As Munib R. Masri leads visitors around his domed palace, gray-uniformed servants tend the manicured grounds, a Roman-style amphitheater and a glassed-in winter garden perched atop Mount Gerizim, the biblical Mount of Blessings.

Some 2,500 feet below lies the West Bank city of Nablus, home to Balata, one of the largest refugee camps in the Israeli- occupied territories, where families scrape by on about $10 a day.

For all the grandeur and wealth on display at his Palladian villa, Masri says he’s committed to improving the lot of his fellow Palestinians -- economically as well as politically, Bloomberg Markets magazine will report in its February issue.

Masri is chairman of Palestine Development & Investment Co. (Padico), the largest private investor in the West Bank and Gaza Strip. He’s met with U.S. Secretary of State John Kerry during the latest round of Israeli-Palestinian negotiations, which began in July at Kerry’s instigation.

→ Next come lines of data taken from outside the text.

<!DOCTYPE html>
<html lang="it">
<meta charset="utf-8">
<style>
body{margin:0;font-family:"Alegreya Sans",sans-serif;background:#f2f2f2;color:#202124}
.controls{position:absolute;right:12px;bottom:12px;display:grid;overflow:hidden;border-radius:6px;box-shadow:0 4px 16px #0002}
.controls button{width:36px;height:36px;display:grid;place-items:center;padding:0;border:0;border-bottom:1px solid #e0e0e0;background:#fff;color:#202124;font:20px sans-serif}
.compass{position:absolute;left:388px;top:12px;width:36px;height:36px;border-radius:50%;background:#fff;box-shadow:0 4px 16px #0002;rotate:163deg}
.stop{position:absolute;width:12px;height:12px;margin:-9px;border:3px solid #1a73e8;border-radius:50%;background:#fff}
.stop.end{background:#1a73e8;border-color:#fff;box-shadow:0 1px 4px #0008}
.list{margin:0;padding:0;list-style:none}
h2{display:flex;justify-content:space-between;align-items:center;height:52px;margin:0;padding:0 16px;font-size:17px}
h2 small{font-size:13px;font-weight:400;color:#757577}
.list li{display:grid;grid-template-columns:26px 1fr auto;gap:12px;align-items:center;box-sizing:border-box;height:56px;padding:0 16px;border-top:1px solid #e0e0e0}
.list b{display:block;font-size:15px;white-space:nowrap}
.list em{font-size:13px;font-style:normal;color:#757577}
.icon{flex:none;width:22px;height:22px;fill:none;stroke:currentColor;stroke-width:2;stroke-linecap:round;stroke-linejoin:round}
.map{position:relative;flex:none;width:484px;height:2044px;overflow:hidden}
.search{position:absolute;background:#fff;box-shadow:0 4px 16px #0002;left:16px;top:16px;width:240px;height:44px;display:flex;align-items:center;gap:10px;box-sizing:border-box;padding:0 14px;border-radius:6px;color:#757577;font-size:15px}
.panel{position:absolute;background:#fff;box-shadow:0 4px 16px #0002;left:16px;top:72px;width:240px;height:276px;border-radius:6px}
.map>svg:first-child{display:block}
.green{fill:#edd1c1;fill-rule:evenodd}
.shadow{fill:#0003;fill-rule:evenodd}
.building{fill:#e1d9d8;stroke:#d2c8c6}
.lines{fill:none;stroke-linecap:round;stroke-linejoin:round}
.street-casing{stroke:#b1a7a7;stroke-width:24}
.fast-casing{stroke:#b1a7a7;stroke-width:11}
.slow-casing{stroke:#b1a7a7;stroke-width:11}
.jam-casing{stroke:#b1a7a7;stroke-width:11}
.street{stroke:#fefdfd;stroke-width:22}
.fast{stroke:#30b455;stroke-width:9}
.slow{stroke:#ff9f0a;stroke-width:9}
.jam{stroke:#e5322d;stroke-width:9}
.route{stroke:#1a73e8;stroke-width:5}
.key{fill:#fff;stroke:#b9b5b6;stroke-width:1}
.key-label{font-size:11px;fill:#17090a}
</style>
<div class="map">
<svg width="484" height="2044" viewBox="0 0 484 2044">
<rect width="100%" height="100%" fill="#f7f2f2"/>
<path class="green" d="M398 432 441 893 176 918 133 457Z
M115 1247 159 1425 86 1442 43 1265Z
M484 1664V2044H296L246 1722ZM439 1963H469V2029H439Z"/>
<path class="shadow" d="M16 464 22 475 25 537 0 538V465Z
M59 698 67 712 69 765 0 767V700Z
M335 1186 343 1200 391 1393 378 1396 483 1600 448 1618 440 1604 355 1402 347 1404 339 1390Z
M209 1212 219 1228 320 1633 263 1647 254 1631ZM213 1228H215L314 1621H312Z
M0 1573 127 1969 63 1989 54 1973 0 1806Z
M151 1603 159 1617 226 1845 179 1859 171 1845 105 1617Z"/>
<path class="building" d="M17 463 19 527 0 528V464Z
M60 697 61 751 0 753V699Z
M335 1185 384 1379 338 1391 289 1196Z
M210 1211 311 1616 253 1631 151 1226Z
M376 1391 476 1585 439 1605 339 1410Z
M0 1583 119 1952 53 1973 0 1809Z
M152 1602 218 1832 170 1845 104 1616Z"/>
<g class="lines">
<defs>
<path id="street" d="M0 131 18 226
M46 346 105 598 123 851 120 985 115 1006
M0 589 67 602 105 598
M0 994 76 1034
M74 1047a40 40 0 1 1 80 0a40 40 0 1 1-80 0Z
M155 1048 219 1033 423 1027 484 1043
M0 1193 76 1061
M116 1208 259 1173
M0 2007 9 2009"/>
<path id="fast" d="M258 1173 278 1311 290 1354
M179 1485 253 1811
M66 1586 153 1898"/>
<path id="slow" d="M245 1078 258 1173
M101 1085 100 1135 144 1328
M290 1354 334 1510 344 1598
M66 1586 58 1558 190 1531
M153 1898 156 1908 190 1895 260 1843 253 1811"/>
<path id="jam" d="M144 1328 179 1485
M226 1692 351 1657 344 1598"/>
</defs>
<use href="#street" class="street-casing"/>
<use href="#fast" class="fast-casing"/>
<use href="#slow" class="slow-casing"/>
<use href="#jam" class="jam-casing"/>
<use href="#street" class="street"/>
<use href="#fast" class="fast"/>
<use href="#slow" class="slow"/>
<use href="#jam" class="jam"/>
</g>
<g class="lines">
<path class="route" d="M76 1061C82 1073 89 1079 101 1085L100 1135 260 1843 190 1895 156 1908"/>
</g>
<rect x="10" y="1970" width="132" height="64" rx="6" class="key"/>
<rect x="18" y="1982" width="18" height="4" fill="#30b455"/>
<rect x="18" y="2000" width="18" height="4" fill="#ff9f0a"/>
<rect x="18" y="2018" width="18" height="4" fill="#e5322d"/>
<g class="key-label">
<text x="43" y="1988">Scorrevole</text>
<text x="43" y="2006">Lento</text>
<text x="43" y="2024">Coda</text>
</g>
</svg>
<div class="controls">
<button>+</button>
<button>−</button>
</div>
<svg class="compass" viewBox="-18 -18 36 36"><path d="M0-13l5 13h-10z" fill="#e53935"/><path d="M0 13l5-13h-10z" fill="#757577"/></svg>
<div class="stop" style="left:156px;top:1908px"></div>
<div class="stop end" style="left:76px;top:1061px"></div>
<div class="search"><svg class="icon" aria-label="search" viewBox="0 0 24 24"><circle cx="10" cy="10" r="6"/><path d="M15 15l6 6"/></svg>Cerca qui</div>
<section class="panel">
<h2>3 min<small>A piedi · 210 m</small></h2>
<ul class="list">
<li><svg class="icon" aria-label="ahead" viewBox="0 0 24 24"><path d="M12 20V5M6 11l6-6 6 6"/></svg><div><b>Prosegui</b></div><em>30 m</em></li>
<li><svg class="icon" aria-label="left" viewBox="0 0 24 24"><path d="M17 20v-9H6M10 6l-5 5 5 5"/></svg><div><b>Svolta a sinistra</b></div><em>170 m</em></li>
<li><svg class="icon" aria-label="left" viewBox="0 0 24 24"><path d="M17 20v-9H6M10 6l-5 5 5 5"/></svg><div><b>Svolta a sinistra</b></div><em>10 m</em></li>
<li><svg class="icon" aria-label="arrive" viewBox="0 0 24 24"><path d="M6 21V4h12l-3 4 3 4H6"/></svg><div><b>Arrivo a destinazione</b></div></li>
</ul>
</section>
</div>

Masri, 79, is also one of the few prominent figures who regularly confer with both Palestinian Authority President Mahmoud Abbas, who succeeded the late Yasser Arafat, a Masri confidante, and Abbas’s bitter rival, Ismail Haniyeh, the prime minister of Hamas-ruled Gaza.

As part of an effort to keep peace prospects alive, Masri joined forces with Israeli high-tech entrepreneur Yossi Vardi to put together Breaking the Impasse, a group that has grown to include about 300 Palestinian and Israeli business leaders.

‘Last Opportunity’

On Tuesday, Israeli authorities released 26 long-serving Palestinian prisoners as part of the talks and Kerry returns to the Middle East today, aiming to get both sides to agree on the contours of a final peace accord. Yet peace is as elusive as ever. Israeli Prime Minister Benjamin Netanyahu has pledged to continue construction in West Bank settlements, prompting the two lead Palestinian negotiators to resign.

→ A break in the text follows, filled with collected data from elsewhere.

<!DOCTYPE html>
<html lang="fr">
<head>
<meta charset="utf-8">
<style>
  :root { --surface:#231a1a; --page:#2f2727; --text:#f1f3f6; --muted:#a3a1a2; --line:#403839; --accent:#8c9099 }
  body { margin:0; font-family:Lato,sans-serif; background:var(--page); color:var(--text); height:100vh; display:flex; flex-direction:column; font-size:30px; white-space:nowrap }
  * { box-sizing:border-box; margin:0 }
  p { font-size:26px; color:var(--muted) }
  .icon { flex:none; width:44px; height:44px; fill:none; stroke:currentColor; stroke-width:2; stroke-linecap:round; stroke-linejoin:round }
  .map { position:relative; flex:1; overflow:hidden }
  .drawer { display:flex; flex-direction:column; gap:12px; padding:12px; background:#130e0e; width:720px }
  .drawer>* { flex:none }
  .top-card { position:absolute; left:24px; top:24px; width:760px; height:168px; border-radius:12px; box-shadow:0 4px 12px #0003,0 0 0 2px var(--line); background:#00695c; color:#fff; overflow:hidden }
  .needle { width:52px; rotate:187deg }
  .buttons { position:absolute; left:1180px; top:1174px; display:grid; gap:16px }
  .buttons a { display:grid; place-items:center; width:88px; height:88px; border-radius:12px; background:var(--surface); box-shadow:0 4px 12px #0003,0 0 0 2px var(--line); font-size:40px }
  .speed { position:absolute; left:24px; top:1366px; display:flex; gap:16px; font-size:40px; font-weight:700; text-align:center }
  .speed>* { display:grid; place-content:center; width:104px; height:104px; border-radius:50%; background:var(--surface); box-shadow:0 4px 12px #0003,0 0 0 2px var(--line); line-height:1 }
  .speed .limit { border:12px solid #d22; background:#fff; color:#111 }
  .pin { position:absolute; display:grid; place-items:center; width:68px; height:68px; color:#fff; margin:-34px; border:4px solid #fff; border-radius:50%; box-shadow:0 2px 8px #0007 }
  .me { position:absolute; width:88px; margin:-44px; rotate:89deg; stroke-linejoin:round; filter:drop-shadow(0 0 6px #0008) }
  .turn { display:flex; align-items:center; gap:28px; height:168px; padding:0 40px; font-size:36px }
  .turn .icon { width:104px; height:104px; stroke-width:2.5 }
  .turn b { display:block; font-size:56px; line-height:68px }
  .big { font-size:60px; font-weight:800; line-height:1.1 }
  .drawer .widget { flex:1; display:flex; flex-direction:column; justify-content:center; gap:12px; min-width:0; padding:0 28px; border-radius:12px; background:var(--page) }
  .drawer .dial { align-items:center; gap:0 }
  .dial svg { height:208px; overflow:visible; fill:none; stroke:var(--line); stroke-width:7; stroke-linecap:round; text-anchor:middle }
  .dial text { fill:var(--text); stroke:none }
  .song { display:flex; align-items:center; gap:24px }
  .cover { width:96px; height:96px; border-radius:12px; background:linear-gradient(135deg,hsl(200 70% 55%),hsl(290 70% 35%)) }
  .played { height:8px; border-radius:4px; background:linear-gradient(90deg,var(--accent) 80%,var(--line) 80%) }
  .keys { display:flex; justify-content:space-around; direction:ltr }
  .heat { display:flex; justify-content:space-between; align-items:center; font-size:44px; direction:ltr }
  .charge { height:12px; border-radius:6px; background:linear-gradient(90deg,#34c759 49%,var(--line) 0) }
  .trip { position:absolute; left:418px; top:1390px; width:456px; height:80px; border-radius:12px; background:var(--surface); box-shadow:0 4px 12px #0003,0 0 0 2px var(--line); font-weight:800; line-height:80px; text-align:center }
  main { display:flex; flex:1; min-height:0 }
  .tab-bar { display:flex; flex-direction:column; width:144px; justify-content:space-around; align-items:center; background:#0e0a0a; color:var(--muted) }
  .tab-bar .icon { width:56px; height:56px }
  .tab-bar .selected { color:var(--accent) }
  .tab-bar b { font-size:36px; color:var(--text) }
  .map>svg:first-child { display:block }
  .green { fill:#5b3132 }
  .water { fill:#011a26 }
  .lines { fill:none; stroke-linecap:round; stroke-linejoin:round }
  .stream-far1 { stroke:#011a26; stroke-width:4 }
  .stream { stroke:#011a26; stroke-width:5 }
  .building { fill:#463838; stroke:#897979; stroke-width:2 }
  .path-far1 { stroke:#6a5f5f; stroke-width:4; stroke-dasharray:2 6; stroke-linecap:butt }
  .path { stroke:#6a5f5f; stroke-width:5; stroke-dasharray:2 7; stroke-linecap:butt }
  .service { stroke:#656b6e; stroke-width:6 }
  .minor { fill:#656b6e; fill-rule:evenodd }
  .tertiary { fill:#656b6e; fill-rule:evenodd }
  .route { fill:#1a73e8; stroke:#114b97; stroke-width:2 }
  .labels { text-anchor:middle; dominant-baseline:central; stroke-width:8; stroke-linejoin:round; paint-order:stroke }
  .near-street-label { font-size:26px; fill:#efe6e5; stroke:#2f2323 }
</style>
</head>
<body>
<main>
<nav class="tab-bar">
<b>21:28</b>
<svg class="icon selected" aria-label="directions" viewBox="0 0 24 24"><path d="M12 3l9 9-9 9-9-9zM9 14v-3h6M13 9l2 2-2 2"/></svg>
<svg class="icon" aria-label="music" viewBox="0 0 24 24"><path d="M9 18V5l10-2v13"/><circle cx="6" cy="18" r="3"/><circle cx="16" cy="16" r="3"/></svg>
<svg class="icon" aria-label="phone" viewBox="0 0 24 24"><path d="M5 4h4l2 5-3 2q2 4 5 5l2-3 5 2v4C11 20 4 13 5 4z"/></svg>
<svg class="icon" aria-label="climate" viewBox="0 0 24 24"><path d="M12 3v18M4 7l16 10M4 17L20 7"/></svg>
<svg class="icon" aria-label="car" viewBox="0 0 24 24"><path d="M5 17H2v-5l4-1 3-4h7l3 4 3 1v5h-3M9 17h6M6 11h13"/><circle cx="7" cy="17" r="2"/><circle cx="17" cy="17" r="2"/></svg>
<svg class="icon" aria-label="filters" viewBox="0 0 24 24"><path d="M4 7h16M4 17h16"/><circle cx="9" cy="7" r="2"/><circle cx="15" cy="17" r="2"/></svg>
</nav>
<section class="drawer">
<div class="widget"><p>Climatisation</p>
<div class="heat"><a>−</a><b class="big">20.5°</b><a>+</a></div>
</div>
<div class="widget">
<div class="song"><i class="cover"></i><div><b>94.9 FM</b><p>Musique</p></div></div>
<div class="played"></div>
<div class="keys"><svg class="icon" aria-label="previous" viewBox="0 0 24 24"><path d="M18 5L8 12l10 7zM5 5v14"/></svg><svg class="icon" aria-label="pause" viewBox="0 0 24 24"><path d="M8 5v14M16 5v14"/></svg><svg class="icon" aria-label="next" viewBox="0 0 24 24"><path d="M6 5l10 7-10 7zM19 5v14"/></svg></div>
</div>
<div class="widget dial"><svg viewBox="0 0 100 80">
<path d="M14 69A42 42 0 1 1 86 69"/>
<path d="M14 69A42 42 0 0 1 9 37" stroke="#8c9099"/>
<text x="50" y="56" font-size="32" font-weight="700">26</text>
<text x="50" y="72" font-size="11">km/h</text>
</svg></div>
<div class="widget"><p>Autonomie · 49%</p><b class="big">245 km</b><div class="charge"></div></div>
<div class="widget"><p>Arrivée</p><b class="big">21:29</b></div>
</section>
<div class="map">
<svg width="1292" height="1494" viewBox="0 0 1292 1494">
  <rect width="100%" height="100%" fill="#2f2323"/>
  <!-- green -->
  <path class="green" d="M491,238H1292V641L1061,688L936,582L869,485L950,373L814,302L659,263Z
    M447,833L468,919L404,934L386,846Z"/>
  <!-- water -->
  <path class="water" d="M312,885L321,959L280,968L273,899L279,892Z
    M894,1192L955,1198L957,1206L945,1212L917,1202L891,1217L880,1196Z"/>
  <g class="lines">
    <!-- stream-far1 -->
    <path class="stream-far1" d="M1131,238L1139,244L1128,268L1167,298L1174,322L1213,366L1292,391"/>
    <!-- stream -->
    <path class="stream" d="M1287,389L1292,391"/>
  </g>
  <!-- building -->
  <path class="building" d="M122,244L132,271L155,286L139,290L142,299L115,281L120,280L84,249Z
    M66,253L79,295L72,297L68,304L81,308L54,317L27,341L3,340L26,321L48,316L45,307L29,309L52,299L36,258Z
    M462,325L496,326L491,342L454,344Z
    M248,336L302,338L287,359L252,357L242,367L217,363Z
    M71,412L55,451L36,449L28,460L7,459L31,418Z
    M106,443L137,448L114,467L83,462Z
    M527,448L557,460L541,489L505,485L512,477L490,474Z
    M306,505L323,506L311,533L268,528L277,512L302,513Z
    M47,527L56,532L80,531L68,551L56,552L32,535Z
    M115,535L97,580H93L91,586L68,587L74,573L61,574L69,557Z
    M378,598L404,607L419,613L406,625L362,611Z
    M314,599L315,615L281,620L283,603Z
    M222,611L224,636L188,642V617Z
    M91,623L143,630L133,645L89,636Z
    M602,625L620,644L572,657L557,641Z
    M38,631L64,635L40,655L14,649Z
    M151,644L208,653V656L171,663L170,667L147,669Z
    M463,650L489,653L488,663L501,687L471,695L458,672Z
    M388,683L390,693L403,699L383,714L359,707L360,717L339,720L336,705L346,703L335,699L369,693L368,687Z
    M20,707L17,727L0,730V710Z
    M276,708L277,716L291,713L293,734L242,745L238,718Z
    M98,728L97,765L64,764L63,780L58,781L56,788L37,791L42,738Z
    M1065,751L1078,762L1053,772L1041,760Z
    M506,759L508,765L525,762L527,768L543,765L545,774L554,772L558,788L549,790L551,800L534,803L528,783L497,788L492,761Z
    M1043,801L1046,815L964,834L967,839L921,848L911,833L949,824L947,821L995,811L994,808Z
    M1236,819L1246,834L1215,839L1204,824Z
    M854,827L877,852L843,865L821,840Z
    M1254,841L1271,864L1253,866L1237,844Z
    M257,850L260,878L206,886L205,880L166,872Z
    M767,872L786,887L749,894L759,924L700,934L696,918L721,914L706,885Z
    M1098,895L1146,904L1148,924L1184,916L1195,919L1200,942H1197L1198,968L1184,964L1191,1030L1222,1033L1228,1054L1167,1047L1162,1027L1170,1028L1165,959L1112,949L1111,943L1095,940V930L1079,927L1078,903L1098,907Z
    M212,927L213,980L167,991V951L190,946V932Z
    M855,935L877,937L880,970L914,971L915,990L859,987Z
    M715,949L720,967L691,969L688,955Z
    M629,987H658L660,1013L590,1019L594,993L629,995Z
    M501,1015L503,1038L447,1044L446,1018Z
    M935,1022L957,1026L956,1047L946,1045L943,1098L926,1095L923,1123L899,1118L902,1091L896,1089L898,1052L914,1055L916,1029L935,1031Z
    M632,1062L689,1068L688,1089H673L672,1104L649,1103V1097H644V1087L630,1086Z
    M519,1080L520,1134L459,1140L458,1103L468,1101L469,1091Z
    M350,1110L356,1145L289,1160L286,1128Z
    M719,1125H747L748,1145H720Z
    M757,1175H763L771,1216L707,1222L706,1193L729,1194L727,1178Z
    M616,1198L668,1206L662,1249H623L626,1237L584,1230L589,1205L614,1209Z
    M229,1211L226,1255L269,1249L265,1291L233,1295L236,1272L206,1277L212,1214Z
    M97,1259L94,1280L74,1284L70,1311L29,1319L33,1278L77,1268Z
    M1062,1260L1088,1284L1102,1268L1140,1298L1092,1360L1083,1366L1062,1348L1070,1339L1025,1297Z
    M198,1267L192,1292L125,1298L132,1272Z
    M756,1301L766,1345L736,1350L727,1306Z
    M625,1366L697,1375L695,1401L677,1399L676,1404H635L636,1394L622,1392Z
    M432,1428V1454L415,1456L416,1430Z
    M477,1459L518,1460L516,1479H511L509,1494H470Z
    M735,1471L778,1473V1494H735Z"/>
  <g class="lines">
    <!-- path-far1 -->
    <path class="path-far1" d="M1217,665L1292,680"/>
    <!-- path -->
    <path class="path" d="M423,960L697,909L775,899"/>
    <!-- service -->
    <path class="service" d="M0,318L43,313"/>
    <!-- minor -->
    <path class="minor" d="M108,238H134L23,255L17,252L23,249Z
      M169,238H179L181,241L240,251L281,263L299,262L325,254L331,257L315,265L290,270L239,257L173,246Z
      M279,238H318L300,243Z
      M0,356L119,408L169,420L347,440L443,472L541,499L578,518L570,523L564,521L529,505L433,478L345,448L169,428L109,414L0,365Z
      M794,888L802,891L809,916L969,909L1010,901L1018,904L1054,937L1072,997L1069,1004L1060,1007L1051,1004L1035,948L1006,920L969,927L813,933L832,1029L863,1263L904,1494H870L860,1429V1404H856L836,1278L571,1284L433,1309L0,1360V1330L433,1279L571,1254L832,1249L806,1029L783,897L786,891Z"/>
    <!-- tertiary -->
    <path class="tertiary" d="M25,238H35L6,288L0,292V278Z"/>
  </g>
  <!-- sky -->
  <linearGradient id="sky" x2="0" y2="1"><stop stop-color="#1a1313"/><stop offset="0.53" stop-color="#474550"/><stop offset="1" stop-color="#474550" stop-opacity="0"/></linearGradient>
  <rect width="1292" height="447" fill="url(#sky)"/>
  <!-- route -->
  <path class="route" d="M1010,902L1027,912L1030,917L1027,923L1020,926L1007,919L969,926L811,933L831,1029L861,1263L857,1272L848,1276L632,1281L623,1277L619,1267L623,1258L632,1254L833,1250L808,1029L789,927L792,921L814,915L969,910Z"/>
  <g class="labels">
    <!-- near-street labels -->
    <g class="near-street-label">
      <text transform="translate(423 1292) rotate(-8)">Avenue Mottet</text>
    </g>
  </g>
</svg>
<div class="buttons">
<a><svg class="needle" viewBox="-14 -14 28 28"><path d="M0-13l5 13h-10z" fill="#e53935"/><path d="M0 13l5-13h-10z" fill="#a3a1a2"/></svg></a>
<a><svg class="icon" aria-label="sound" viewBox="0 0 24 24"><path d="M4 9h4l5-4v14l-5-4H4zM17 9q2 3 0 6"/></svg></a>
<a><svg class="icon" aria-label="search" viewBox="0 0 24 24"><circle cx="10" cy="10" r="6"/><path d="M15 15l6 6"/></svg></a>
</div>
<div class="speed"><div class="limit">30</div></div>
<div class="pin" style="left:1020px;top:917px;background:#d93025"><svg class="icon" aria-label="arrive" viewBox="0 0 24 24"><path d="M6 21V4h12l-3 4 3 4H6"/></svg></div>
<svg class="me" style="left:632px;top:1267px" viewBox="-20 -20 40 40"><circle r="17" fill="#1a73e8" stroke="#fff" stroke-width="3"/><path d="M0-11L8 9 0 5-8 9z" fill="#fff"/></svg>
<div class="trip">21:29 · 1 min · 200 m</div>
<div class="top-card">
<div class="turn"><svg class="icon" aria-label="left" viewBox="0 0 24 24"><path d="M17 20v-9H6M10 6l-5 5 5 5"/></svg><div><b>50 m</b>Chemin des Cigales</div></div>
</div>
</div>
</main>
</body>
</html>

Recent polling by the Hebrew University of Jerusalem and the Palestinian Center for Policy and Survey Research shows Israelis and Palestinians alike are skeptical that a final deal can be reached. Time is running short; the negotiations are due to end in April.

“This is our last opportunity for a peaceful solution,” says Masri, his hand grazing a marble statue of Hercules that dominates the stone rotunda of his home. “Otherwise, I am afraid of what comes the day after the peace talks fail.”